--- PROVIDED INFORMATION ---

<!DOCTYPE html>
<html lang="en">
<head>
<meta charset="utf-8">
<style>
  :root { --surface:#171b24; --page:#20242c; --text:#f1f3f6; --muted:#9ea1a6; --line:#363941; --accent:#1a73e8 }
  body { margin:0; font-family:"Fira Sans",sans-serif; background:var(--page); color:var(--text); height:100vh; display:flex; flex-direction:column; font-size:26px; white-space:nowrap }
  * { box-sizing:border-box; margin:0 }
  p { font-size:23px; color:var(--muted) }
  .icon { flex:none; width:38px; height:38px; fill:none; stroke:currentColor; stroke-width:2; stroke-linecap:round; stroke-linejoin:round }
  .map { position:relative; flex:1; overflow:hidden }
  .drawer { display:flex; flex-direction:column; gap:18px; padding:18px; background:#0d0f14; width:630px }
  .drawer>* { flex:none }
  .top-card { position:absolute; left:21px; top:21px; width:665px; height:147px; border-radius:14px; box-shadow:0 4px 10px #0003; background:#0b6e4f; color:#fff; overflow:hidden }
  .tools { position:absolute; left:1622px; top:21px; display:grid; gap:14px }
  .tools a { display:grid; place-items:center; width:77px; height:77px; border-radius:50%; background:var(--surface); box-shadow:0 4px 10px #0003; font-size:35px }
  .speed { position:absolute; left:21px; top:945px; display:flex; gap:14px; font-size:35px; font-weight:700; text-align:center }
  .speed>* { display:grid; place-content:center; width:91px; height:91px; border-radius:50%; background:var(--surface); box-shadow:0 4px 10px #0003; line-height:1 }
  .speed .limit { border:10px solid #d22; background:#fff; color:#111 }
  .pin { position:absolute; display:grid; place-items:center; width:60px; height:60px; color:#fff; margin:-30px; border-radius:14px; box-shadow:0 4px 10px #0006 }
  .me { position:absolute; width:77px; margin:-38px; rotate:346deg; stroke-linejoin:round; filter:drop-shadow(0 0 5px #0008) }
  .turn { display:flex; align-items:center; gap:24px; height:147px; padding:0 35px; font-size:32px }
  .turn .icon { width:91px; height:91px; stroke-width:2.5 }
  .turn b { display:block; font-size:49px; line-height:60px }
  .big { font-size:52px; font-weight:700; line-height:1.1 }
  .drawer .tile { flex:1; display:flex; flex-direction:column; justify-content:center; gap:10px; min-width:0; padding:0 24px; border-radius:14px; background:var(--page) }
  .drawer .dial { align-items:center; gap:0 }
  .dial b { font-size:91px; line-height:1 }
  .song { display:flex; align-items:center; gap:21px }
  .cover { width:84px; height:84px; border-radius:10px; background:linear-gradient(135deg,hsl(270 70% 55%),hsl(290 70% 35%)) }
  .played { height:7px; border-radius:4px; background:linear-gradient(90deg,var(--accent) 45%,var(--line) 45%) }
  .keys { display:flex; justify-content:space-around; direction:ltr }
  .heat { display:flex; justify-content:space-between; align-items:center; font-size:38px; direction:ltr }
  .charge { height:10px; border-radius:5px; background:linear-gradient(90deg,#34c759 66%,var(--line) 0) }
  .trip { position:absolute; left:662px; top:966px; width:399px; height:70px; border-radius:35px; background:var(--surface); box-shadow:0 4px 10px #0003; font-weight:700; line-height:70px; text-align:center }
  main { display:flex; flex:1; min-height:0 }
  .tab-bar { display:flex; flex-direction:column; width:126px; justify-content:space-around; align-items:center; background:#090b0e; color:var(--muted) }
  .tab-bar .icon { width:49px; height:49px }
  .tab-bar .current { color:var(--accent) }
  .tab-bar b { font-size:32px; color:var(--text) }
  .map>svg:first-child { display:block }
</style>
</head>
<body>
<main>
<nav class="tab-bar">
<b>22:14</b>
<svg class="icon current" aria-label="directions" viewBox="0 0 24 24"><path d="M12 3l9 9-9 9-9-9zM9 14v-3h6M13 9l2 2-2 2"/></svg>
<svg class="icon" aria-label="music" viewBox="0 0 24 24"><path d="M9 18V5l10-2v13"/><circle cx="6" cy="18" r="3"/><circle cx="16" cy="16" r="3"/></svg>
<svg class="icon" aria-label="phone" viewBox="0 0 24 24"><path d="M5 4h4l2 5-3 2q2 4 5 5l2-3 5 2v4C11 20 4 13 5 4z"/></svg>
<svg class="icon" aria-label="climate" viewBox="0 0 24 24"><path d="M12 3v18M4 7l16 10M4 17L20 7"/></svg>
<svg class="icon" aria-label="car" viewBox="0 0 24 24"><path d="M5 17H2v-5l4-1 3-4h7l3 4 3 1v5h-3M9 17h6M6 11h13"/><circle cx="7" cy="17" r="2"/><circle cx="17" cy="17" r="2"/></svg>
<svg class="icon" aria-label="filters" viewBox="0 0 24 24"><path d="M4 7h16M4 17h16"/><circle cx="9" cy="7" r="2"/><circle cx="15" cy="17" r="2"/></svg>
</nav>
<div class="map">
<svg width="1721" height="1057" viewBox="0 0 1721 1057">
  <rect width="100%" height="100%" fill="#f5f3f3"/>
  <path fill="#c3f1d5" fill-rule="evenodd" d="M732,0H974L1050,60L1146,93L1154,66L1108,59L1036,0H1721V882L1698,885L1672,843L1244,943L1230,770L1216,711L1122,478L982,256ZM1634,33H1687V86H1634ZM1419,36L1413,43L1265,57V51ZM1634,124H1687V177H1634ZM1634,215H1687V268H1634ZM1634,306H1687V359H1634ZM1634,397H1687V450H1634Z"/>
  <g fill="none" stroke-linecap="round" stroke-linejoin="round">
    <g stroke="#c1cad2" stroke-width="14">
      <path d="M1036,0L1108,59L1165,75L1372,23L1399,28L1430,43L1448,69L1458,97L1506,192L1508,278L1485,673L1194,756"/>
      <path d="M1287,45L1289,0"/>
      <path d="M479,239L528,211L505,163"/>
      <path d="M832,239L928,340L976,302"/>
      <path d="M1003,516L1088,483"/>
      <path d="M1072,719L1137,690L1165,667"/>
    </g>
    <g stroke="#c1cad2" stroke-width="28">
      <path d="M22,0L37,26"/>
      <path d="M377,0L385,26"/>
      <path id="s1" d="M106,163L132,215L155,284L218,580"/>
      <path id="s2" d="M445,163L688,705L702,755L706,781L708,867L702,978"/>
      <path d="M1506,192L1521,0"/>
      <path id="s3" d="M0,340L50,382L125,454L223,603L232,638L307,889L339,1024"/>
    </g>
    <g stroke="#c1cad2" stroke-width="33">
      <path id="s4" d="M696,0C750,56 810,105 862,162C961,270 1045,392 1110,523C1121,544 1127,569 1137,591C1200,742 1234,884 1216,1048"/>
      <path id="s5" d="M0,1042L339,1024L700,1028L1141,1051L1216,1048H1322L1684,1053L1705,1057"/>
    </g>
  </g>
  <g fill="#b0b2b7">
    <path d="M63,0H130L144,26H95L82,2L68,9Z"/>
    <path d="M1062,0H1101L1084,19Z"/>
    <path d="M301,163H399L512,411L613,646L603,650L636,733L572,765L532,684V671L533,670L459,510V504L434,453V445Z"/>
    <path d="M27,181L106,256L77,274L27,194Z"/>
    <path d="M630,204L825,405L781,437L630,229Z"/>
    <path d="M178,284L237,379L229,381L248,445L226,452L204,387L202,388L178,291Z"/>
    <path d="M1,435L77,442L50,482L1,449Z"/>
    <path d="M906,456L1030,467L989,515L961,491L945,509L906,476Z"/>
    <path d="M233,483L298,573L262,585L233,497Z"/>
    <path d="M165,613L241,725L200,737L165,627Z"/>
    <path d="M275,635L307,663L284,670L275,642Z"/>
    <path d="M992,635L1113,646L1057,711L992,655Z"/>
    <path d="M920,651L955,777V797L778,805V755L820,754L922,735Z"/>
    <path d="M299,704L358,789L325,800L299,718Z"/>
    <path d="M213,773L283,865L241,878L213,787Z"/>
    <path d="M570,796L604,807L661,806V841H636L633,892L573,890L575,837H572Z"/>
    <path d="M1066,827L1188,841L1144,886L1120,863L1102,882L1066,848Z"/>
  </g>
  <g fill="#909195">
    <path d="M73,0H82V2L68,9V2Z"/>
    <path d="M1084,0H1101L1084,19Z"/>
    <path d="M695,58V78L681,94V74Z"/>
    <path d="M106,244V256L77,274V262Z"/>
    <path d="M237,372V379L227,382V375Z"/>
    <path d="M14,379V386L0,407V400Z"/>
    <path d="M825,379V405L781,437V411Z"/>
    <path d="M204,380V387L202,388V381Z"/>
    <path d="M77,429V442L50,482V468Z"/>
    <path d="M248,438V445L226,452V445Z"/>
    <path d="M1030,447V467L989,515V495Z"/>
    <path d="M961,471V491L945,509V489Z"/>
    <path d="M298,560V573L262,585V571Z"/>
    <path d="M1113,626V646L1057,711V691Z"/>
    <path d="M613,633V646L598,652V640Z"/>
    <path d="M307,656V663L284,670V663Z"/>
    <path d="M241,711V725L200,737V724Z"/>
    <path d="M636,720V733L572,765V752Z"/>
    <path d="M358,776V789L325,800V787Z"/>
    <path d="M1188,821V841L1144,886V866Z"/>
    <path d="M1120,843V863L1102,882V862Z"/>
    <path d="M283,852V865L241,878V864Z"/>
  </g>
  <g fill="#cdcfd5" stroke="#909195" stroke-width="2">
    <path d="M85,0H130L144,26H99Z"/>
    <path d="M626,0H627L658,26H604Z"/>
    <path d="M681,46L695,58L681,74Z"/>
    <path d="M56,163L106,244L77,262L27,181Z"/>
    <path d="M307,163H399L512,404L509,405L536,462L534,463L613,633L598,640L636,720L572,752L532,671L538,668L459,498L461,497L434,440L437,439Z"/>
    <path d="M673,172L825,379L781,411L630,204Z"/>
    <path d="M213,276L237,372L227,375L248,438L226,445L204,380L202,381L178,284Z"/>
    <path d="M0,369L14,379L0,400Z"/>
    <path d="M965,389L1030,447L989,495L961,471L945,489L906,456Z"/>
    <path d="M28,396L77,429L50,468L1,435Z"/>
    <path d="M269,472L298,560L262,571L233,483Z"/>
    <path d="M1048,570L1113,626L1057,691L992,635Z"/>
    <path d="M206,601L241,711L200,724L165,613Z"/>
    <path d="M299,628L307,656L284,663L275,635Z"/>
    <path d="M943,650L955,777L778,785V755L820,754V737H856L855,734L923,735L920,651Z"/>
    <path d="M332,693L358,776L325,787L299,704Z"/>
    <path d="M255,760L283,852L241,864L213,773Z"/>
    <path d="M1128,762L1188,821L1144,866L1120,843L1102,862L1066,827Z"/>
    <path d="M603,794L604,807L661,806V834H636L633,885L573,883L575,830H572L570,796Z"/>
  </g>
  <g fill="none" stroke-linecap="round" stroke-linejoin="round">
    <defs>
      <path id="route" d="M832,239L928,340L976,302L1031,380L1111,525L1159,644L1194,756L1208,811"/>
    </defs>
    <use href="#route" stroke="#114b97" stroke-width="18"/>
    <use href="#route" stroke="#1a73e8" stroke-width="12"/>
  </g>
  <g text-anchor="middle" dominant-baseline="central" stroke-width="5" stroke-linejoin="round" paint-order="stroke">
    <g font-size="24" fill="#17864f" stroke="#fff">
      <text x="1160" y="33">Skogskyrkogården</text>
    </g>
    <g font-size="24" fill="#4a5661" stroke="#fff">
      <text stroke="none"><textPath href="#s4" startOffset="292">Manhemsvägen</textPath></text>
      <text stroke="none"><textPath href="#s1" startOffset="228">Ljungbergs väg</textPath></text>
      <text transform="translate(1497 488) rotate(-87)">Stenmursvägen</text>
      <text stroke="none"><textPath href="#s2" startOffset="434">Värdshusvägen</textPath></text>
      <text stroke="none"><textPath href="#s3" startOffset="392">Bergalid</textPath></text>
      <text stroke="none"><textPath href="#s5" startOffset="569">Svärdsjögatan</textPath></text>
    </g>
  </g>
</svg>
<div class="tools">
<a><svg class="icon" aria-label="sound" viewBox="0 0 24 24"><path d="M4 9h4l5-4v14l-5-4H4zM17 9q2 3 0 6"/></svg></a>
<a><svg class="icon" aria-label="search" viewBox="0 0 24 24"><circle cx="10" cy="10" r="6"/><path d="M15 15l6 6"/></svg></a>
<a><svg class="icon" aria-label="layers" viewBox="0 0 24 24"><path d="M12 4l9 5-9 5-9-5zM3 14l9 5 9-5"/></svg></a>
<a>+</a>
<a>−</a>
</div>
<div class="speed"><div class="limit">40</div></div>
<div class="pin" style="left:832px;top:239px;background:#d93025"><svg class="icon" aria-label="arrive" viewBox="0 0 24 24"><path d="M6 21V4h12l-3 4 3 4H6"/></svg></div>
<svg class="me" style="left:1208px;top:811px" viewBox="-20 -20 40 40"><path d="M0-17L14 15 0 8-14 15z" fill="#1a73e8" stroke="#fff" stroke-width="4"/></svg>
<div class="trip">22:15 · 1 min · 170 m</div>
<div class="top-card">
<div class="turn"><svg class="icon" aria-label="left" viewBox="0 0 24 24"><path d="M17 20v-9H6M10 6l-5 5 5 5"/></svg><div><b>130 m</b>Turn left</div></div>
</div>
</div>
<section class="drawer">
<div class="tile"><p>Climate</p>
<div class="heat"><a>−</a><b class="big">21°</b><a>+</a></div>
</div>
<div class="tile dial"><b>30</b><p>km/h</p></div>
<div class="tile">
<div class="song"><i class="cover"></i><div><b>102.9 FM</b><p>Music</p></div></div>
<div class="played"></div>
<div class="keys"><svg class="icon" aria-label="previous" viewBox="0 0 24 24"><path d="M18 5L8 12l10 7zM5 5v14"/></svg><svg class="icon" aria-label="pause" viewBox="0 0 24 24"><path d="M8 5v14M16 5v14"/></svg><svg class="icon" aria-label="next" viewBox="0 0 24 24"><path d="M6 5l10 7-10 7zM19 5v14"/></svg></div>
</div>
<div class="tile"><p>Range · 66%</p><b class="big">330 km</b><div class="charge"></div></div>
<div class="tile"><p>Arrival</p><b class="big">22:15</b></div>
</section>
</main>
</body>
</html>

---
--- PROVIDED INFORMATION ---

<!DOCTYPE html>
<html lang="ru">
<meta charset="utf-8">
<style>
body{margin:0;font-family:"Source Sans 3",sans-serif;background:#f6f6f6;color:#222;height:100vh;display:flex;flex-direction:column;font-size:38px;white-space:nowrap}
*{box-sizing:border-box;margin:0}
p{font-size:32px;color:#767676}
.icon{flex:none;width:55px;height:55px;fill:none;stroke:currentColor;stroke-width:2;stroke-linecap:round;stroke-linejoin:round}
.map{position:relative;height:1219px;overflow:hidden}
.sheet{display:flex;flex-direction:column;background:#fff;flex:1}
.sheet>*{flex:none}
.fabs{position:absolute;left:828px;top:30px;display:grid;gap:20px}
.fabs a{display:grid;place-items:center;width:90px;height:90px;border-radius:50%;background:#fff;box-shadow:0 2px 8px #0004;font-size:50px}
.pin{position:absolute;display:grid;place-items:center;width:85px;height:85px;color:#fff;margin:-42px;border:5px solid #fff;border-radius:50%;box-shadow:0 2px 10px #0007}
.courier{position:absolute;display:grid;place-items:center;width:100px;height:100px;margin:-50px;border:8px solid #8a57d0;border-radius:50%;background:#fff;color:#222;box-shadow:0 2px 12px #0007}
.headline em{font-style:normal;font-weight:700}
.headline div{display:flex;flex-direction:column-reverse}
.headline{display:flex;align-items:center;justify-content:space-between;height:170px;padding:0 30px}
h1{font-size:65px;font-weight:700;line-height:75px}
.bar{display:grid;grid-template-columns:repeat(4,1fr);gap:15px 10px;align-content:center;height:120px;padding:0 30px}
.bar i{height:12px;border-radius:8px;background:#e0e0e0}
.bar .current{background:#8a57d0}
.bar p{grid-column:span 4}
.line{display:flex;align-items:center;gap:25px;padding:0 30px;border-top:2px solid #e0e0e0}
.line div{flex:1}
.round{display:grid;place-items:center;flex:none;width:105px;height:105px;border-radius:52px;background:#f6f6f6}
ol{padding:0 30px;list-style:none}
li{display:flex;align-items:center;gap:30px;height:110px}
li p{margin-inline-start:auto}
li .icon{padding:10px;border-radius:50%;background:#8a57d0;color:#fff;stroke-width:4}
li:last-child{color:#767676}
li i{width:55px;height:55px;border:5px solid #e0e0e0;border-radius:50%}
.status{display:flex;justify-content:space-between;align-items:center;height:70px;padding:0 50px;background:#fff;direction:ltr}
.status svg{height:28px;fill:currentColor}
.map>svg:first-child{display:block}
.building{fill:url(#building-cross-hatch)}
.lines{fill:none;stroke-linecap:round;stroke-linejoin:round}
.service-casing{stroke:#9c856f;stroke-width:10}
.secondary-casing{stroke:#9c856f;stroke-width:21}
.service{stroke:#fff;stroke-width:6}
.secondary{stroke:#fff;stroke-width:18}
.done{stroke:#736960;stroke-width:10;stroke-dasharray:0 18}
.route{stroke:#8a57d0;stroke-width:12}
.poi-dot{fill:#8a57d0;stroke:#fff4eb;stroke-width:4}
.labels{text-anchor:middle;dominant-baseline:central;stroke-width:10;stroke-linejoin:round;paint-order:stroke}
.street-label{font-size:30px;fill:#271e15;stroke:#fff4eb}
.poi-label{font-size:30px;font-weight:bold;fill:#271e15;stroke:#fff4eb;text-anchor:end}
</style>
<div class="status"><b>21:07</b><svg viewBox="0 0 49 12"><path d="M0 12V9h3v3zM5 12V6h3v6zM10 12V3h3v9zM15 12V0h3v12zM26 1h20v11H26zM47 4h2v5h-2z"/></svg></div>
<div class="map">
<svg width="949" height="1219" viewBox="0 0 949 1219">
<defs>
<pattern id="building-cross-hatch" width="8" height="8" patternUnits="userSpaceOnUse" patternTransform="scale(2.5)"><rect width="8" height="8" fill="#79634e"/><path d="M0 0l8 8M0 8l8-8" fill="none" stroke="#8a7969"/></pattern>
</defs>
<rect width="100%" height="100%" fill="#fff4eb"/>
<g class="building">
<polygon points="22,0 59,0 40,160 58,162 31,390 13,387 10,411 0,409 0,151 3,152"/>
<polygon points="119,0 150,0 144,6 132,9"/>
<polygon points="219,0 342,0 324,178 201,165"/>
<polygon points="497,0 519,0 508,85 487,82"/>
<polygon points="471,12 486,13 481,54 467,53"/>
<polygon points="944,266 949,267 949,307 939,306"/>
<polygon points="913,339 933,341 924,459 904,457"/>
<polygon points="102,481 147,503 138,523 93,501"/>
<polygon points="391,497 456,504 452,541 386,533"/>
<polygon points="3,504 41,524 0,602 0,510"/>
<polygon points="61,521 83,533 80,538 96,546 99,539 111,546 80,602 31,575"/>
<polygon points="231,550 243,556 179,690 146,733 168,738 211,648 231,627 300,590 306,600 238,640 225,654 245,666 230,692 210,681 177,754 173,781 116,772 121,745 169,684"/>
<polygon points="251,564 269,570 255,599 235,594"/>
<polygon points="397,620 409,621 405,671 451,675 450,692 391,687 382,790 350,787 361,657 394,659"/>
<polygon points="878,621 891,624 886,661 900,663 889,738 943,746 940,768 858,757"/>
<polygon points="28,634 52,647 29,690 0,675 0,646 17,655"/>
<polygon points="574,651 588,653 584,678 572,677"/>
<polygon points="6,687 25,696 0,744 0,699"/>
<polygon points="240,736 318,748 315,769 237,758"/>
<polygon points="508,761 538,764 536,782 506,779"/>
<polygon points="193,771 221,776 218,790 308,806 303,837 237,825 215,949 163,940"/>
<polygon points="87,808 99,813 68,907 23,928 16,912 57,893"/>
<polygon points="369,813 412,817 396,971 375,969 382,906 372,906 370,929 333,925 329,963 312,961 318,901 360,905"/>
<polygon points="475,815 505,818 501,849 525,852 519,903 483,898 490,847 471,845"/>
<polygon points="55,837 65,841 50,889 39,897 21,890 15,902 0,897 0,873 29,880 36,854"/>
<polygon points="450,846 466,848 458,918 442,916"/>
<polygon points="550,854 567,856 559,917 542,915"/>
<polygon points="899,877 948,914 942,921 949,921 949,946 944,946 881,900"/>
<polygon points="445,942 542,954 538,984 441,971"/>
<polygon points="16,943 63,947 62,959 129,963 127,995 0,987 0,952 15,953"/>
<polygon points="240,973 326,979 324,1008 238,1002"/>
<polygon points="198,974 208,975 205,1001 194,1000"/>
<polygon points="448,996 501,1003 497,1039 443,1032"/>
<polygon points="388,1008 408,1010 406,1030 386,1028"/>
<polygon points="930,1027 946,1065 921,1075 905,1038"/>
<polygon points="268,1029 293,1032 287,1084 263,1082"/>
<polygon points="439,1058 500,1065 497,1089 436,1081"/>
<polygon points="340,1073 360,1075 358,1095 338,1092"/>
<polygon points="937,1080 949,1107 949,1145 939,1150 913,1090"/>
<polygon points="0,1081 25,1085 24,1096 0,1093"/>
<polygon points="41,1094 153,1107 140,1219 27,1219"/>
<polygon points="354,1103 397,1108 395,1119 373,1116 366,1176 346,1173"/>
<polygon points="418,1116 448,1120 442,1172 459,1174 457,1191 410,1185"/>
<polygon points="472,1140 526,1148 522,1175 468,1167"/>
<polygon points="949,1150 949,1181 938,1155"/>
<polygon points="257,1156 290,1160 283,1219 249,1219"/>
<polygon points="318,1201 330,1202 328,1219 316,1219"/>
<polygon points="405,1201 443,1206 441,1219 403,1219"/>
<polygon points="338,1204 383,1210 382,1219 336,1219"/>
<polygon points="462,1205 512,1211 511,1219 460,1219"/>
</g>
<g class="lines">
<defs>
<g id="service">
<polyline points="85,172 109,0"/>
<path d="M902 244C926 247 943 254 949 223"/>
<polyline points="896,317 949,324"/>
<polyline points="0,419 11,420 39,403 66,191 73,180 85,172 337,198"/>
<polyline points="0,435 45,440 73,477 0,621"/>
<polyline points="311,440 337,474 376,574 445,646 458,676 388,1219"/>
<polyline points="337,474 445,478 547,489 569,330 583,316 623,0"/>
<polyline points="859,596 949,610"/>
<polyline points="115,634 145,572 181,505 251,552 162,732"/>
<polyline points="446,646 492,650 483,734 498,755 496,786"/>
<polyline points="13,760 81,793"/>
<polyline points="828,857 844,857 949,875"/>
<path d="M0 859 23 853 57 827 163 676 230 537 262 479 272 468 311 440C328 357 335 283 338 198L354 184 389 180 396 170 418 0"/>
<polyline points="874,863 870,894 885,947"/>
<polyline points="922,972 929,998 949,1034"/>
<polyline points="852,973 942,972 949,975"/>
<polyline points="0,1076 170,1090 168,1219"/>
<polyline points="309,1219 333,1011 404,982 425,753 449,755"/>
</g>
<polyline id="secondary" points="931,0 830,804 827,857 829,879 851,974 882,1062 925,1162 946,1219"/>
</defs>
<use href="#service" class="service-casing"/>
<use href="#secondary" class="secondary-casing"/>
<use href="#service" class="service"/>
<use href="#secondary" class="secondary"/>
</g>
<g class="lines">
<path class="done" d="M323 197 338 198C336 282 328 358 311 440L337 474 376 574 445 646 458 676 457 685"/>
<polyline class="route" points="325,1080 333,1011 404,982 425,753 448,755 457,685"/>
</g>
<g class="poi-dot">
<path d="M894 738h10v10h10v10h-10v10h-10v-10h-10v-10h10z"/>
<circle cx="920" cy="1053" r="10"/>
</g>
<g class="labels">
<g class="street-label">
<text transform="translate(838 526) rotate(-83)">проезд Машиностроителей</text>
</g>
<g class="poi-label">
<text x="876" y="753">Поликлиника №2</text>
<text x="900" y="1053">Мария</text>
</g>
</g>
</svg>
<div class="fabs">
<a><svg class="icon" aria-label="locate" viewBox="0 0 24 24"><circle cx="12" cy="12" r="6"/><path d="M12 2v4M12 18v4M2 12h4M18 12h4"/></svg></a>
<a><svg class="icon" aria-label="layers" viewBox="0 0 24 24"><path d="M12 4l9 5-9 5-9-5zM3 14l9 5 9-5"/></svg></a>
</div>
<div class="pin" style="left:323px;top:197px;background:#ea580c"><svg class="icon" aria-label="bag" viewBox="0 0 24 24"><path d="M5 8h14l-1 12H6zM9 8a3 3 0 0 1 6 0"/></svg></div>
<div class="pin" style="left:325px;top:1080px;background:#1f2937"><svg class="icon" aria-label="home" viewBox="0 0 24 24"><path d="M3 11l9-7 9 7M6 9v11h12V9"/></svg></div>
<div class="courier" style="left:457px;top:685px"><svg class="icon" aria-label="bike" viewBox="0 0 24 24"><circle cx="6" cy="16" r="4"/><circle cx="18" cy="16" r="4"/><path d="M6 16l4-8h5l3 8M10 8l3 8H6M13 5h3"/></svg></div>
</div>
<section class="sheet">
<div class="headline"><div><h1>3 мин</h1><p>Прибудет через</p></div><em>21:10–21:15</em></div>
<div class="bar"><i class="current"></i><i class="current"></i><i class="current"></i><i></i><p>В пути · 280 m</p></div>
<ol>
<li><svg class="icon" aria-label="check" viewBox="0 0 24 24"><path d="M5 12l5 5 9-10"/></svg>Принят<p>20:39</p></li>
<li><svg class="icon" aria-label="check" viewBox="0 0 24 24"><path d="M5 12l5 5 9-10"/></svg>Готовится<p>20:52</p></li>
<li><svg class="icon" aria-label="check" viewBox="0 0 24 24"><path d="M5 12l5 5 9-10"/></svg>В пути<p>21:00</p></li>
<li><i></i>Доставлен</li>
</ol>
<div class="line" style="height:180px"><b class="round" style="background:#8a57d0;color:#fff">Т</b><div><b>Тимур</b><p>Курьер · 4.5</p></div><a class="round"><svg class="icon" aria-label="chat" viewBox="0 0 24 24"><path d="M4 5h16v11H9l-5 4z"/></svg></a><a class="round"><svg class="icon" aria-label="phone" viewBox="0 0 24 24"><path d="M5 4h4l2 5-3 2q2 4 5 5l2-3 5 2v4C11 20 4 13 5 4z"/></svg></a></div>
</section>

---

AIM OF THE EXERCISE -
Your answer should consist of the lines from the listing that hold the word "speed".

RESULT FOR THIS EXERCISE -
  .speed { position:absolute; left:21px; top:945px; display:flex; gap:14px; font-size:35px; font-weight:700; text-align:center }
  .speed>* { display:grid; place-content:center; width:91px; height:91px; border-radius:50%; background:var(--surface); box-shadow:0 4px 10px #0003; line-height:1 }
  .speed .limit { border:10px solid #d22; background:#fff; color:#111 }
<div class="speed"><div class="limit">40</div></div>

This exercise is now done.